Exclusive: Leaked report urges councils to shift housing focus away from green belt

Swathes of the Black Country’s green belt can be saved by building homes in shopping areas and on old industrial sites, a leaked report has claimed.

More homes could be allocated to areas such as West Bromwich town centre, the report says
More homes could be allocated to areas such as West Bromwich town centre, the report says

A long-awaited study, commissioned by West Midlands Mayor Andy Street, questions whether councils have made the best use of brownfield sites in the controversial Black Country Plan (BCP).

A leaked copy of the report, seen by the Express & Star, says hundreds of extra homes could be built on sites currently set aside for employment – taking the strain off green belt land allocated for housing.

It also says the “true housing capacity” of town and city centres is not reflected in the current version of the BCP, and claims more than 1,000 extra homes could be built in the centre of West Bromwich.

The independent review, conducted by Chilmark Consulting, urged councils to explore whether sites such as underused car parks and vacant town and city centre buildings could be used for housing.

The draft version of the BCP, published last year, allocated 7,720 homes to the green belt – a figure which has since increased to 8,540 after three new sites were identified in Walsall.

The four borough councils say they have no choice but to consider green field areas for development as they have exhausted all possible brownfield plots.

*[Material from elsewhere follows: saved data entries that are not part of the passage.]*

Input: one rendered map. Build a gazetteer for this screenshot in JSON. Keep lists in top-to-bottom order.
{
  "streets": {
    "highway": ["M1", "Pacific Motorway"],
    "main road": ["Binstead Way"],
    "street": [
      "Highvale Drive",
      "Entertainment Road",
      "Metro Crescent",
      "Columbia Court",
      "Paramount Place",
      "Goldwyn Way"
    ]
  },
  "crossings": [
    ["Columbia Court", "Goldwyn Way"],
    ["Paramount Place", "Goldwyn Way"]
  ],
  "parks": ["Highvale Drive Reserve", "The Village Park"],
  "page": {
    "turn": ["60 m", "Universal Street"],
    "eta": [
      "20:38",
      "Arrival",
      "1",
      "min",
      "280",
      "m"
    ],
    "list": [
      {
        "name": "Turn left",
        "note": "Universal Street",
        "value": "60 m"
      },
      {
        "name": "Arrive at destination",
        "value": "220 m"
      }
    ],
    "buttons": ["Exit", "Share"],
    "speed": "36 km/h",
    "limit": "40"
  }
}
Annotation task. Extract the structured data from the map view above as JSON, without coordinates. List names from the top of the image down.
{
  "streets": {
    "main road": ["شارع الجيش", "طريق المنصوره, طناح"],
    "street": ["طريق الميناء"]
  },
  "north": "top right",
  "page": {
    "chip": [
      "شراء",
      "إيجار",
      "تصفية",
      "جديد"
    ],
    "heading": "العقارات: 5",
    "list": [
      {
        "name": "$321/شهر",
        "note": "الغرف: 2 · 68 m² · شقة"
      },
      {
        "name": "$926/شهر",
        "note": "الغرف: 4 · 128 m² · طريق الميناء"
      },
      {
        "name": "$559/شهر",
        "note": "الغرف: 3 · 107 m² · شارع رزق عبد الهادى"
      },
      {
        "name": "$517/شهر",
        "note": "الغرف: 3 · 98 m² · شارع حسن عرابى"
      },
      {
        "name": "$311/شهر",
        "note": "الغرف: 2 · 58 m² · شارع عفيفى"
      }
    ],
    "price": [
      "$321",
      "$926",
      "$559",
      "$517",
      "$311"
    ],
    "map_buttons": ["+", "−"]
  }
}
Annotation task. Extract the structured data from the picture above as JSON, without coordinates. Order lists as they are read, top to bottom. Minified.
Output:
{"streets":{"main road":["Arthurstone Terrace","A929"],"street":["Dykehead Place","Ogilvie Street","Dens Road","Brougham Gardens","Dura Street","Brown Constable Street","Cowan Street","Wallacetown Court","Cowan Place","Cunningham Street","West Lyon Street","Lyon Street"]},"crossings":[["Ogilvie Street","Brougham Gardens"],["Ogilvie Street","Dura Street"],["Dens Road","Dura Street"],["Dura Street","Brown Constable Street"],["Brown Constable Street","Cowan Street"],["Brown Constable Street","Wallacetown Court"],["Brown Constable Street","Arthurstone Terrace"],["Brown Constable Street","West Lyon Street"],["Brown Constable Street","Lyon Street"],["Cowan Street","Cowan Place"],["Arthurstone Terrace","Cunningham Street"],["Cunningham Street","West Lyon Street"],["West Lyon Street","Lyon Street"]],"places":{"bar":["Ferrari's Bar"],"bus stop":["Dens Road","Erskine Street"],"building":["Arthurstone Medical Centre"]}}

But the Chilmark review has cast doubt on such claims.

Campaigners will hope the findings lead to the removal of green belt sites from the BCP, which details how the region intends to meet its housing target of 76,076 homes by 2039.

Land off Doe Bank Lane, between Pheasey and Streetly is under threat in the Black Country Plan

Sites under threat include The Triangle in Kingswinford, land off Doe Bank Lane in Pheasey, and Calderfields West next to Walsall Arboretum.

The Chilmark review examined hundreds of brownfield sites put forward for development to the region's local authorities.

It concluded that some existing employment sites could be prioritised for housing, creating extra capacity of up to 1,530 homes.

A total of 22 sites currently identified for employment were said to have a potential for residential development.

Eleven are in Walsall, including a plot on Croxstalls Close, Bloxwich; land at Eldon Street and a site on Addenbrooke Street, Darlaston.

In Wolverhampton, six sites are highlighted. They include land on Dixon Street in All Saints; a site on Racecourse Road and a plot on Horseley Fields.

The five sites identified in Sandwell include land on Crankhall Lane, Wednesbury, and Coneygree Road, Tipton.

It said: "We consider that some existing employment sites could, over the BCP plan period, make contributions to the delivery of housing as either residential or mixed use developments."

The report also said the "true housing capacity" of the region's 'strategic centres' – Brierley Hill, Walsall, West Bromwich and Wolverhampton – had not been reflected in the current version of the BCP

Using West Bromwich as a case study, the report claimed there was a potential for more than 1,000 homes across four sites: Queen's Square, Farley Centre, the Town Hall complex and the Eastern Gateway South.

The report said: "We consider opportunities associated with the repurposing of existing vacant and under-utilised commercial floorspace, especially retail, alongside the potential offered by alternative use of lower quality employment sites and a proactive approach towards mixed-use development could help to drive new capacity for residential uses across the strategic centres."

According to the report, more homes could also be built in the region's 17 'tier two' centres. They include Willenhall, where employment sites and "vacant and under-utilised" sites could see an extra 254 homes built.

"Low occupancy" car parks at Market Place, Wakes Ground Car Park and Wolverhampton Street were identified as having a potential for development.

In its final recommendations, the report urged council bosses to conduct a "full analysis" of of capacity for homes in town and city centres, as well as undertaking work to "further assess, evaluate and prioritise existing brownfield sites".

The report also examined barriers to brownfield development, including cost and ownership issues. It urged councils to establish a "long-term vision" for brownfield regeneration and to demonstrate a "more proactive" delivery approach.

This includes working in partnership with the private sector to unlock brownfield housing sites, the report says.

No additional brownfield sites were identified for development in the report, which did not look at green belt land allocations.

It has been submitted as evidence ahead of the next public consultation on the BCP.

The report was handed over to councils in March but its publication has not yet been signed off. All four authorities must agree before the findings are officially made public.